_WORK TO COMPLETE_
For the entries below, the result should be an exact transcription of the lines from the one with "height:5px; margin-top:-2.5px; transform-origin:0;" up to and including the one with "filter:drop-shadow(2px 0 #6b7a6e)", and only those.

_SOURCE INFORMATION_
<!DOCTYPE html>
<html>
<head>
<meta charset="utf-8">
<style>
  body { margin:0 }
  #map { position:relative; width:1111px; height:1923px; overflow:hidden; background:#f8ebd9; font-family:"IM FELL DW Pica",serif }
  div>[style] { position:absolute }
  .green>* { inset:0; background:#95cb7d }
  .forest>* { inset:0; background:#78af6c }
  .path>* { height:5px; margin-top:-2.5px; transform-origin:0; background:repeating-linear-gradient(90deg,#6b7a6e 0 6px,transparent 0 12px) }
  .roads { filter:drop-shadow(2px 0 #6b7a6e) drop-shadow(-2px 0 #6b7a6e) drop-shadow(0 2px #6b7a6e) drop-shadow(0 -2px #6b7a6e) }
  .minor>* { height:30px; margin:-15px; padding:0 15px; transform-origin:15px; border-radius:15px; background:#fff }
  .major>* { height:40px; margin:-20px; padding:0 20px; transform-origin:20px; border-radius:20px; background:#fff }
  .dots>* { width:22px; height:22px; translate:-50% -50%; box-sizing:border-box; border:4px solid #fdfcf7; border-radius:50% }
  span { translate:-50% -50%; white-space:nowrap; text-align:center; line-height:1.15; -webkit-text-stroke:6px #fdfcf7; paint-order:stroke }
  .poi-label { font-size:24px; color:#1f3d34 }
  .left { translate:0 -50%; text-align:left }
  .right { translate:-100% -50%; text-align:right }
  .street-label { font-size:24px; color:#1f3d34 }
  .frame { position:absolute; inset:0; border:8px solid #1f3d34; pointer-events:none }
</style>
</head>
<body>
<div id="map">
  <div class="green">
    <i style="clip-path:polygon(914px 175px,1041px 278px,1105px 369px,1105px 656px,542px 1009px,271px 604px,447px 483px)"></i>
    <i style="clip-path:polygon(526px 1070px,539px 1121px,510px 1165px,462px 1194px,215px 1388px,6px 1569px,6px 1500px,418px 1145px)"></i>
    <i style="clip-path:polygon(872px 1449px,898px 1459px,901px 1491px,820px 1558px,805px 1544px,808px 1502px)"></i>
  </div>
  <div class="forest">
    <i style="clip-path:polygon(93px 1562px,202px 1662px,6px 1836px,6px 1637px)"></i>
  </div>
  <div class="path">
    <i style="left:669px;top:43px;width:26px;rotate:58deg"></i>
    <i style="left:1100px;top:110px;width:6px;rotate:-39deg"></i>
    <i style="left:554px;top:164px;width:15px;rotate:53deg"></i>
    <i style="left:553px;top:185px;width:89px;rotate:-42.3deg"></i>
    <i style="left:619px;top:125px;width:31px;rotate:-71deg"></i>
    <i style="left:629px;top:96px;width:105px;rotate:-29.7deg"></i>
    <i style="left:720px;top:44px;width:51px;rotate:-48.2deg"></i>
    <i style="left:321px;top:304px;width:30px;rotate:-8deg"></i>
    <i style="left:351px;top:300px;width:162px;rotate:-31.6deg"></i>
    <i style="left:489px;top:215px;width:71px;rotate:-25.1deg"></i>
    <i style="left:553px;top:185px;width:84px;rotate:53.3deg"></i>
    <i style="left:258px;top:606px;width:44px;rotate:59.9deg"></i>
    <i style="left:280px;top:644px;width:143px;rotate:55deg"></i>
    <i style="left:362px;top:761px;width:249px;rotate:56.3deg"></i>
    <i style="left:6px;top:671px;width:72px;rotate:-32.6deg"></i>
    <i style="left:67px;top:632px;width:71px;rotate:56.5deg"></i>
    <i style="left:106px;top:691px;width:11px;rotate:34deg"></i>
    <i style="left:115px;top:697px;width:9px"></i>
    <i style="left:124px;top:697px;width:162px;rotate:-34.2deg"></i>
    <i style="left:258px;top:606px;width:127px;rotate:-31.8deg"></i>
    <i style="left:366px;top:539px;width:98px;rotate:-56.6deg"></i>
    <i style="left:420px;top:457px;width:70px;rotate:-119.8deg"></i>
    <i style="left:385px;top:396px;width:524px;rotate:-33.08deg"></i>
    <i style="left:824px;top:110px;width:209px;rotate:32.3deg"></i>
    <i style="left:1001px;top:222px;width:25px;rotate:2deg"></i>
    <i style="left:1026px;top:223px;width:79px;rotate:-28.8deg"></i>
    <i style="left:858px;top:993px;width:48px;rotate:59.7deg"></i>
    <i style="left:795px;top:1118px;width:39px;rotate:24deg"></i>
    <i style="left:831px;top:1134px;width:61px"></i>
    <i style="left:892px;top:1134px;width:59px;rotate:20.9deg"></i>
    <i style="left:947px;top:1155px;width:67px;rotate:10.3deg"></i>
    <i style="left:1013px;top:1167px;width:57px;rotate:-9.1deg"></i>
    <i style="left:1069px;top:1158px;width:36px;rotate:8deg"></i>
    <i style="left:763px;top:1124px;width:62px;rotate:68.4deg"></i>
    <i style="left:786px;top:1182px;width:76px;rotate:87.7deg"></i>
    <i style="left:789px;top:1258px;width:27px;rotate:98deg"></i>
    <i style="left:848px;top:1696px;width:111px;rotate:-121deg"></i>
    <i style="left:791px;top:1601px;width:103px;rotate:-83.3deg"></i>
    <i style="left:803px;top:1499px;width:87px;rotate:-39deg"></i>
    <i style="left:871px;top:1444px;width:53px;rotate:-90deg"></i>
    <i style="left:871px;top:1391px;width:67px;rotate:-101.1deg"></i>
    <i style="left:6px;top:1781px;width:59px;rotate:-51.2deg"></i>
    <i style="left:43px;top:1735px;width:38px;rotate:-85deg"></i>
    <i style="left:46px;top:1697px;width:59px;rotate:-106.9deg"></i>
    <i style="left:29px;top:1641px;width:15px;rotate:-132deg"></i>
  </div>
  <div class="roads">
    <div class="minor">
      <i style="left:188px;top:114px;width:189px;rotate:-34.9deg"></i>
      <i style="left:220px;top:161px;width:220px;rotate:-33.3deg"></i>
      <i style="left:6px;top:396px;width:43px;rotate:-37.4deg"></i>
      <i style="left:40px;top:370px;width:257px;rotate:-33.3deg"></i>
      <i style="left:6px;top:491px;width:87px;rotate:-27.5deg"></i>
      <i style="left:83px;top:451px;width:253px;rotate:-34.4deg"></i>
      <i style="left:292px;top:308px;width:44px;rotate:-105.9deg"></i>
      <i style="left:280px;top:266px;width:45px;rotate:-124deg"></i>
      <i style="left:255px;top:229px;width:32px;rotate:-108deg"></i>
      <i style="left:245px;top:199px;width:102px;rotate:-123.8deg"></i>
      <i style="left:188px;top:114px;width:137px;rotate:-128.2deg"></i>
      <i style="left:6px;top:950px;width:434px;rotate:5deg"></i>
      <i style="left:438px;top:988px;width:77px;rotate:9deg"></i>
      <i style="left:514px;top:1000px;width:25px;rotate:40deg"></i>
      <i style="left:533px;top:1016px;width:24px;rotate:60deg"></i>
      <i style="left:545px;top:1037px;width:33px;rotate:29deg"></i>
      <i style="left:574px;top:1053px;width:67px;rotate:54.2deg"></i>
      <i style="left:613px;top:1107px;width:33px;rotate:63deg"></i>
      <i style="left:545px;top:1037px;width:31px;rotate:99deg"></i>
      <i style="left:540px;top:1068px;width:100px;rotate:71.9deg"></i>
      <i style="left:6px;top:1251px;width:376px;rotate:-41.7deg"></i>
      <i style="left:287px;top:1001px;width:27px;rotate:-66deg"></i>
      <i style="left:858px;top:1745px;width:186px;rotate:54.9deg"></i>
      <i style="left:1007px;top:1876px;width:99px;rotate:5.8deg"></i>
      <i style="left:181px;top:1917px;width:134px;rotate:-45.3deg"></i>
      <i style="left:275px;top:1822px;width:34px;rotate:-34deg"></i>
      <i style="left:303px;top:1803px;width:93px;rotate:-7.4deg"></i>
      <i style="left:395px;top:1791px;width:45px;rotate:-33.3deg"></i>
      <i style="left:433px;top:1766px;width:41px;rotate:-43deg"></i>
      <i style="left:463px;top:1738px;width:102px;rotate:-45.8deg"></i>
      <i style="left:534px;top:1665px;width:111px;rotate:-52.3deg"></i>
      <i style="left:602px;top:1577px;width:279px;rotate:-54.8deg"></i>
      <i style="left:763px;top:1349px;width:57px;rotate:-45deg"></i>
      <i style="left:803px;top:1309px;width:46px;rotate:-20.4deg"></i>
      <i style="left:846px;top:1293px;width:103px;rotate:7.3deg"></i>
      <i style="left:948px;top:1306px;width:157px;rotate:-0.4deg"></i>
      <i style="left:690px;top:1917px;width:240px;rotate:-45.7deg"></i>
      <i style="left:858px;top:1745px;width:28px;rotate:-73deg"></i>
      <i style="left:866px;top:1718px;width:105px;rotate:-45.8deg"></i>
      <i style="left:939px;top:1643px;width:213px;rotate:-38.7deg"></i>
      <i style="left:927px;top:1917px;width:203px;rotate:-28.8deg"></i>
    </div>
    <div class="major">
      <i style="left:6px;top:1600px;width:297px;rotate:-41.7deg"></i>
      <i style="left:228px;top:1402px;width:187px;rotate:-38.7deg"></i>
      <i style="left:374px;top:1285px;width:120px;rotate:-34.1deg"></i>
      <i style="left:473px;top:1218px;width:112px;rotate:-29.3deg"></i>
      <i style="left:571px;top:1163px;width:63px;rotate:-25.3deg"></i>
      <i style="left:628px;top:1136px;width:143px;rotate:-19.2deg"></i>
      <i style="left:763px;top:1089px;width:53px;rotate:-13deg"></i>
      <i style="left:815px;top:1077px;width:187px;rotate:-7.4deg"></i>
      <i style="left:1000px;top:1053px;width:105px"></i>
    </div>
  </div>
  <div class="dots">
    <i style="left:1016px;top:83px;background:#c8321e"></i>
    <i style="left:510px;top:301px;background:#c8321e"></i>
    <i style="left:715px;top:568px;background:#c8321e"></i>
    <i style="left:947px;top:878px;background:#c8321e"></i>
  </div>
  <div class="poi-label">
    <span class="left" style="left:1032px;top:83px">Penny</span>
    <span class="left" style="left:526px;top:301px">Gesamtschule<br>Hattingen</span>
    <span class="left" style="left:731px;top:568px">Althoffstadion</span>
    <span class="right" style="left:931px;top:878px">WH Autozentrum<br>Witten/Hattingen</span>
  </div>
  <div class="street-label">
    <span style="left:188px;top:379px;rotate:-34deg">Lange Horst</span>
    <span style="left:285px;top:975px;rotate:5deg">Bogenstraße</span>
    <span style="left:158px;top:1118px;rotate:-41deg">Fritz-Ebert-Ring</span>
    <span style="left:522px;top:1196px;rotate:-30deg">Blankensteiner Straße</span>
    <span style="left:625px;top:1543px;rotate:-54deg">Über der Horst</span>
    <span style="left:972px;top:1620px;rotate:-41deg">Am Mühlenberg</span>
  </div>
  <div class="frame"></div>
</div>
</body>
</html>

_SOLUTION TO THIS PROBLEM_
  .path>* { height:5px; margin-top:-2.5px; transform-origin:0; background:repeating-linear-gradient(90deg,#6b7a6e 0 6px,transparent 0 12px) }
  .roads { filter:drop-shadow(2px 0 #6b7a6e) drop-shadow(-2px 0 #6b7a6e) drop-shadow(0 2px #6b7a6e) drop-shadow(0 -2px #6b7a6e) }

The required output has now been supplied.